Page 1 of 1

Docx comparison without merging.

PostPosted: Mon Jun 25, 2018 3:27 pm
by parvathy.pb
Hi All,
I want to compare two docx files and get the output file with highlighted the changes of new file from old file in text as well as in style formating .Presently i am using following sample code for comparision https://github.com/plutext/docx4j/blob/ ... ments.java but it doesnt compare the stylings like bold ,italics or underline.Can anyone help me to figure out the issue please.
Thanks.

Re: Docx comparison without merging.

PostPosted: Mon Jun 25, 2018 5:46 pm
by jason
You'll need to provide more detail including the 2 input documents you are comparing.

Re: Docx comparison without merging.

PostPosted: Mon Jun 25, 2018 6:02 pm
by parvathy.pb
I have attached the sample1.docx which is my old file and sample2.docx which is newer one.Kindly note that sample1 has a bold para which is not bold in sample2.But this change in style in not shown as difference.Kindly suggest me ways to also compare the styling ?
Thanks.

Re: Docx comparison without merging.

PostPosted: Mon Jun 25, 2018 7:17 pm
by jason
If diffx is capturing style differences (which you'll need to confirm), then those differences are being dropped by diffx2wml.xslt

You could modify diffx2wml.xslt to meet your use case. I personally find the tracking of formatting differences to be annoying and distracting, so I wouldn't be surprised I did it this way :-)

Note that the differencing typically only compares document content (eg stuff in the Main Document Part), not the styles parts, so unless you did that as well, you'd only be picking up differences in directly applied formatting.

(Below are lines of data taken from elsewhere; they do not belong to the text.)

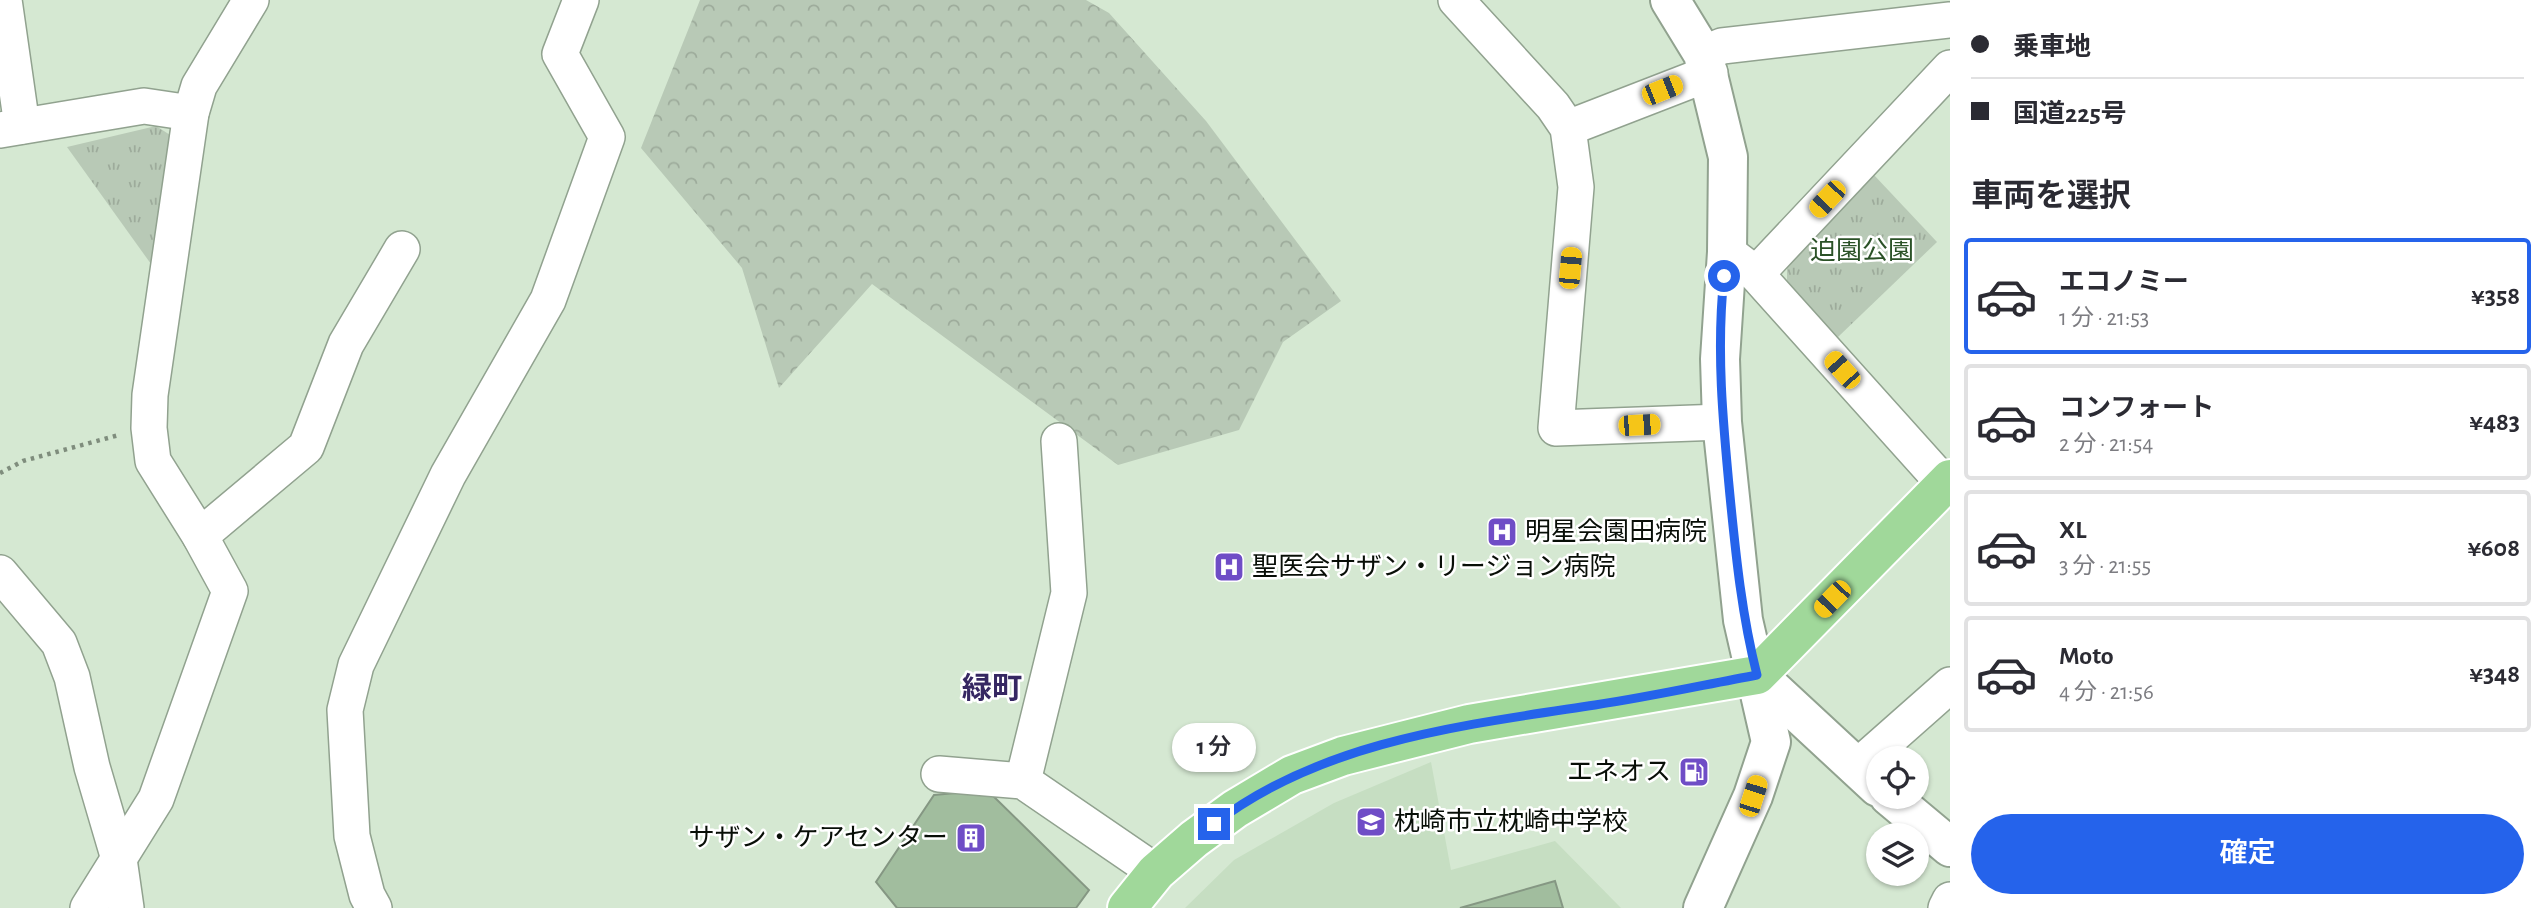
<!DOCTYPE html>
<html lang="ja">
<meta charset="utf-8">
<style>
:root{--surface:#fff;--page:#f7f7f7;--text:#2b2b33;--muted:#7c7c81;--line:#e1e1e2;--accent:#2563eb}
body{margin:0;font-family:"Alegreya Sans","Noto Sans JP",sans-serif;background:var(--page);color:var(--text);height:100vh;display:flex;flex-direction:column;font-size:26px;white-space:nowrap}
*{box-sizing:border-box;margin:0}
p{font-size:23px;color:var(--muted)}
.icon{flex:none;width:38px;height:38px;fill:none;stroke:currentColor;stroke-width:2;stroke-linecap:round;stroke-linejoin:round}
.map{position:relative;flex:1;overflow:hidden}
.details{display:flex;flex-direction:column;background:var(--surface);width:595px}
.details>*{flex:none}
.top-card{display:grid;align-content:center;height:154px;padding:0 21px;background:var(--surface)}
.fabs{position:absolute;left:1866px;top:746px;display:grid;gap:14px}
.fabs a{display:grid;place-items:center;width:63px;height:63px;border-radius:50%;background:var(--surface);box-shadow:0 2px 5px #0004;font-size:35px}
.end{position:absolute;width:32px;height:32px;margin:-16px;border:9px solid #2563eb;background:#fff;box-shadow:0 0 0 4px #fff}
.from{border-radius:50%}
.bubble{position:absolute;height:49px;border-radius:24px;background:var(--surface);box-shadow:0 2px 5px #0004;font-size:23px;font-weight:600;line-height:49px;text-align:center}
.car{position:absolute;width:21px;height:42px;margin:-21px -10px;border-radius:9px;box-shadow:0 0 5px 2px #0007;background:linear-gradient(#f5c518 24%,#345 0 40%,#f5c518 0 76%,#345 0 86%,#f5c518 0)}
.top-card b{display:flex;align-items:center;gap:24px;height:66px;font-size:26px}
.top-card b+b{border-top:2px solid var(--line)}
.top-card i{width:18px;height:18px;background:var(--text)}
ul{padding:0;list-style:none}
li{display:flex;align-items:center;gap:21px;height:116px;margin:0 14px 10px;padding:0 7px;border:4px solid var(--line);border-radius:7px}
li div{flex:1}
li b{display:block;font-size:26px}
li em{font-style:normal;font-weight:600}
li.active{border-color:var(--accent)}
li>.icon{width:63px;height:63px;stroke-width:1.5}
h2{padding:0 21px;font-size:32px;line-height:84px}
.action{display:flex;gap:14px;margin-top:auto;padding:14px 21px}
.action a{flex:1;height:80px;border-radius:42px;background:var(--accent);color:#fff;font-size:28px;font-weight:600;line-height:80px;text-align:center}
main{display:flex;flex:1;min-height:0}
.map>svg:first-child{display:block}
.built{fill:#c6dec2}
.grass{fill:url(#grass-tufts)}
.forest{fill:url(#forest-crowns)}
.building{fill:#a1bd9e;stroke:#859783;stroke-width:2}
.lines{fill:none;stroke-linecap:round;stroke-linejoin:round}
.minor-casing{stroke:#91a28f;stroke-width:38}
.tertiary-casing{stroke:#91a28f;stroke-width:42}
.trunk-casing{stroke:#fff;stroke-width:42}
.path{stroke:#7f8d7d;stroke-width:4.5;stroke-dasharray:3.5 5;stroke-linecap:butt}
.minor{stroke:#fff;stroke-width:35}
.tertiary{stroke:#fff;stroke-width:38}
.trunk{stroke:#a0d89a;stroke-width:38}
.route{stroke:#2563eb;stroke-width:9}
.labels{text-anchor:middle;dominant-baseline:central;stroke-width:5;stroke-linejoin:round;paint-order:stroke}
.park-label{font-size:26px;fill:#2b5227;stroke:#fff}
.poi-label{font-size:26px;fill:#080e07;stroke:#fff;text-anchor:start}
.quarter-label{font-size:30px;font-weight:bold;fill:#362762;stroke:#fff}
</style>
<main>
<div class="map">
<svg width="1950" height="908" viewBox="0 0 1950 908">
<defs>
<pattern id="grass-tufts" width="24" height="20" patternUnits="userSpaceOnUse" patternTransform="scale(1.75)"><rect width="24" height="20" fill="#b8c9b6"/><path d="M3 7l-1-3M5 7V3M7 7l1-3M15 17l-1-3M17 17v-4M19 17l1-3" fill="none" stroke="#9dab9b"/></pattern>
<pattern id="forest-crowns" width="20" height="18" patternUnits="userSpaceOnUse" patternTransform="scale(1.75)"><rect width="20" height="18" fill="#b8c9b6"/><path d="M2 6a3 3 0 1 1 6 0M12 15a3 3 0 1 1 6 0" fill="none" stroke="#9dab9b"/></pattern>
</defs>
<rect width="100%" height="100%" fill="#d5e8d2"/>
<!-- built -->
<path class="built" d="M1431,762L1451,870L1555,841L1621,908H1185L1234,860L1334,803Z"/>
<!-- grass -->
<g class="grass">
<path d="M156,126L178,140L156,271L67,147Z"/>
<path d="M1874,175L1937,242L1838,337L1787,286V259Z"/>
</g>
<!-- forest -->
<path class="forest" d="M700,0H1086L1109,13L1206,121L1341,301L1283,342L1239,430L1118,465L872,284L779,388L742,268L641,148Z"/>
<!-- building -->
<g class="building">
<path d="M987,790L1089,890L1076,908H897L876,882L934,795Z"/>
<path d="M1555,881L1563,908H1460Z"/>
</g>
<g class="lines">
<!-- minor casing -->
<g class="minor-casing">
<g id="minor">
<path d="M4,0L22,126"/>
<path d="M1456,0L1553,106L1568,128L1576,187L1556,428L1722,422"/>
<path d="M1703,54L1722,46L1950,20"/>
<path d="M1568,128L1710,73"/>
<path d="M0,130L144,106L191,113"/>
<path d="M1727,252L1756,274L1950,490"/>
<path d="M1756,274L1950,68"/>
<path d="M200,536L306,447L346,344L402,249"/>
<path d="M0,573L59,643L72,677L92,767L119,859L126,908"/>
<path d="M1856,768L1950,685"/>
<path d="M939,774L1023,781L1156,872"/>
<path d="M1023,781L1069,593L1059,441"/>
<path d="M88,908L156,799L230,591L200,536L153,461L149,428L150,395L191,113L199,86L251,0"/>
<path d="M374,908L367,895L352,836L345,710L356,665L448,475L548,300L607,137L560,54L581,0"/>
<path d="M1946,908L1950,900"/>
</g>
</g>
<!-- tertiary casing -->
<g class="tertiary-casing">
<g id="tertiary">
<path d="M1670,0L1703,54L1728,157L1727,252L1720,359L1722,422L1743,620L1771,742L1753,796L1703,908"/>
<path d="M1757,675L1878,787"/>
<path d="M1889,796L1950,847"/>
</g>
</g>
<!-- trunk casing -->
<g class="trunk-casing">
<path id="trunk" d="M1127,908L1156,872L1194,839L1235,809L1292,775L1343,756L1469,724L1757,675L1950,479"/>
</g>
<!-- path -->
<path class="path" d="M0,473L23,461L119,435"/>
<!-- minor -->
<use href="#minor" class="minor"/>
<!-- tertiary -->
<use href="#tertiary" class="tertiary"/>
<!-- trunk -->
<use href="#trunk" class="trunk"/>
</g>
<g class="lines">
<!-- route -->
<path class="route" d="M1214,824C1322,741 1464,725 1595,705C1649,697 1703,685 1757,675C1742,616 1736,557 1730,496C1723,423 1716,350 1724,276"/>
</g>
<!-- icons -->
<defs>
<g id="hospital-square" transform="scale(1.575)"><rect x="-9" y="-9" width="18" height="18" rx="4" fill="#6f4dc6" stroke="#fff"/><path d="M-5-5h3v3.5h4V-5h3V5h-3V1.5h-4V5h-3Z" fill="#fff"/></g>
<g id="fuel-square" transform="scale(1.575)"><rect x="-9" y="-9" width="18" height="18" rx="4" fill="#6f4dc6" stroke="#fff"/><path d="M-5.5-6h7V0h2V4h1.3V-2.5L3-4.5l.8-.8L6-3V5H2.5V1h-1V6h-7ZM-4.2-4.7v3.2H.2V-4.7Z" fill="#fff"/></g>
<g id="school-square" transform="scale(1.575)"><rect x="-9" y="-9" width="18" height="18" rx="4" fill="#6f4dc6" stroke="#fff"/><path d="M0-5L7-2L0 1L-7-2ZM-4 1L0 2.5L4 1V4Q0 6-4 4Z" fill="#fff"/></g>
<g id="building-square" transform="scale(1.575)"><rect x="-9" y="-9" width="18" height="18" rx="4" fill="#6f4dc6" stroke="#fff"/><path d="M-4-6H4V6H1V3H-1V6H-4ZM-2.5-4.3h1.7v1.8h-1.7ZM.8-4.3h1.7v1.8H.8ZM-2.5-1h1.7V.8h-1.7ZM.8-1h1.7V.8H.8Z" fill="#fff"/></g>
</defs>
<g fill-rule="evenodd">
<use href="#hospital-square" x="1502" y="532"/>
<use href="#hospital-square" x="1229" y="567"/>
<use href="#fuel-square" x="1694" y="772"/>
<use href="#school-square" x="1371" y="822"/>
<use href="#building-square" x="971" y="838"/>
</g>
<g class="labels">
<!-- park labels -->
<g class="park-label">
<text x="1862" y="251">迫園公園</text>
</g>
<!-- poi labels -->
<g class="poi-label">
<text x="1525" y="532">明星会園田病院</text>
<text x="1252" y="567">聖医会サザン・リージョン病院</text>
<text x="1671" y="772" text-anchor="end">エネオス</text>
<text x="1394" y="822">枕崎市立枕崎中学校</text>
<text x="948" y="838" text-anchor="end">サザン・ケアセンター</text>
</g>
<!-- quarter labels -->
<g class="quarter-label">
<text x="992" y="689">緑町</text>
</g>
</g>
</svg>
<div class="fabs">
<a><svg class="icon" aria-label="locate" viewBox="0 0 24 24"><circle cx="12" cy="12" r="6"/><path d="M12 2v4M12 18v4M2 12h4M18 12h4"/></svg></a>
<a><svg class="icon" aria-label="layers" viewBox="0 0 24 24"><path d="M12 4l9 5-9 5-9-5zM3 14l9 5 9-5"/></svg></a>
</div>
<i class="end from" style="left:1724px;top:276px"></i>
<i class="end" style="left:1214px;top:824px"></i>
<div class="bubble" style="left:1172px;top:723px;width:84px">1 分</div>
<i class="car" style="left:1662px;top:90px;rotate:68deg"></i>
<i class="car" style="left:1827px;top:199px;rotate:223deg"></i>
<i class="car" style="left:1570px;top:268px;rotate:5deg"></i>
<i class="car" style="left:1842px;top:370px;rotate:318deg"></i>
<i class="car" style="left:1639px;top:425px;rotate:87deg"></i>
<i class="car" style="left:1832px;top:599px;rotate:224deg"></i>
<i class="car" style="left:1753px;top:796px;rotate:18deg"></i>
</div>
<section class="details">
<div class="top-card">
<b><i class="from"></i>乗車地</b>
<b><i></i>国道225号</b>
</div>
<h2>車両を選択</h2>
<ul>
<li class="active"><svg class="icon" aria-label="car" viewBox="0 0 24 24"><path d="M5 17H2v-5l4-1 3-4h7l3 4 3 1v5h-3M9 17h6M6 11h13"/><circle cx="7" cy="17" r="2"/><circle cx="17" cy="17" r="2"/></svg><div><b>エコノミー</b><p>1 分 · 21:53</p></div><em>¥358</em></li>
<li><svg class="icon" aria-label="car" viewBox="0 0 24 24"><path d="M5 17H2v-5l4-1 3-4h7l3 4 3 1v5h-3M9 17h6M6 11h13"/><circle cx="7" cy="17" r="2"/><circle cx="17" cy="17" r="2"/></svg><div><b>コンフォート</b><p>2 分 · 21:54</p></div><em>¥483</em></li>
<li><svg class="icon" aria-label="car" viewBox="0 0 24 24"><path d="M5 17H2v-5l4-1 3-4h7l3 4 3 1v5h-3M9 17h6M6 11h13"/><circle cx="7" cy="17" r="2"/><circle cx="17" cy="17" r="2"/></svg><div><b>XL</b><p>3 分 · 21:55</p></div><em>¥608</em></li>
<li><svg class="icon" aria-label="car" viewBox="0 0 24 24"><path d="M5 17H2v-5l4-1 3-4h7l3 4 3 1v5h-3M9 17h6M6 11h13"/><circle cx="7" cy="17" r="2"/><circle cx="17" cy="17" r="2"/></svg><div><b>Moto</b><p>4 分 · 21:56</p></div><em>¥348</em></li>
</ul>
<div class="action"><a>確定</a></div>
</section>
</main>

Re: Docx comparison without merging.

PostPosted: Mon Jun 25, 2018 8:05 pm
by parvathy.pb
Thanks .But could you please suggest me way to find the style difference also?Is there any java library available to do this?

Re: Docx comparison without merging.

PostPosted: Tue Jun 26, 2018 10:19 am
by jason
I don't know about other libraries, sorry, it's been years since I researched this. My findings at the time are documented in the code.

You might be able to achieve what you want with diffx (ie in docx4j). You can compare the styles parts. You could even compare a Flat OPC representation of each document.

It depends what you want to achieve, and what you can assume about the input documents (ie how they were created/edited).

For example, in the main document part, order matters (obviously). In the list of styles in the styles part, it doesn't (mostly anyway!). So in the styles part, you care about the contents of Heading 1, not its position in the list.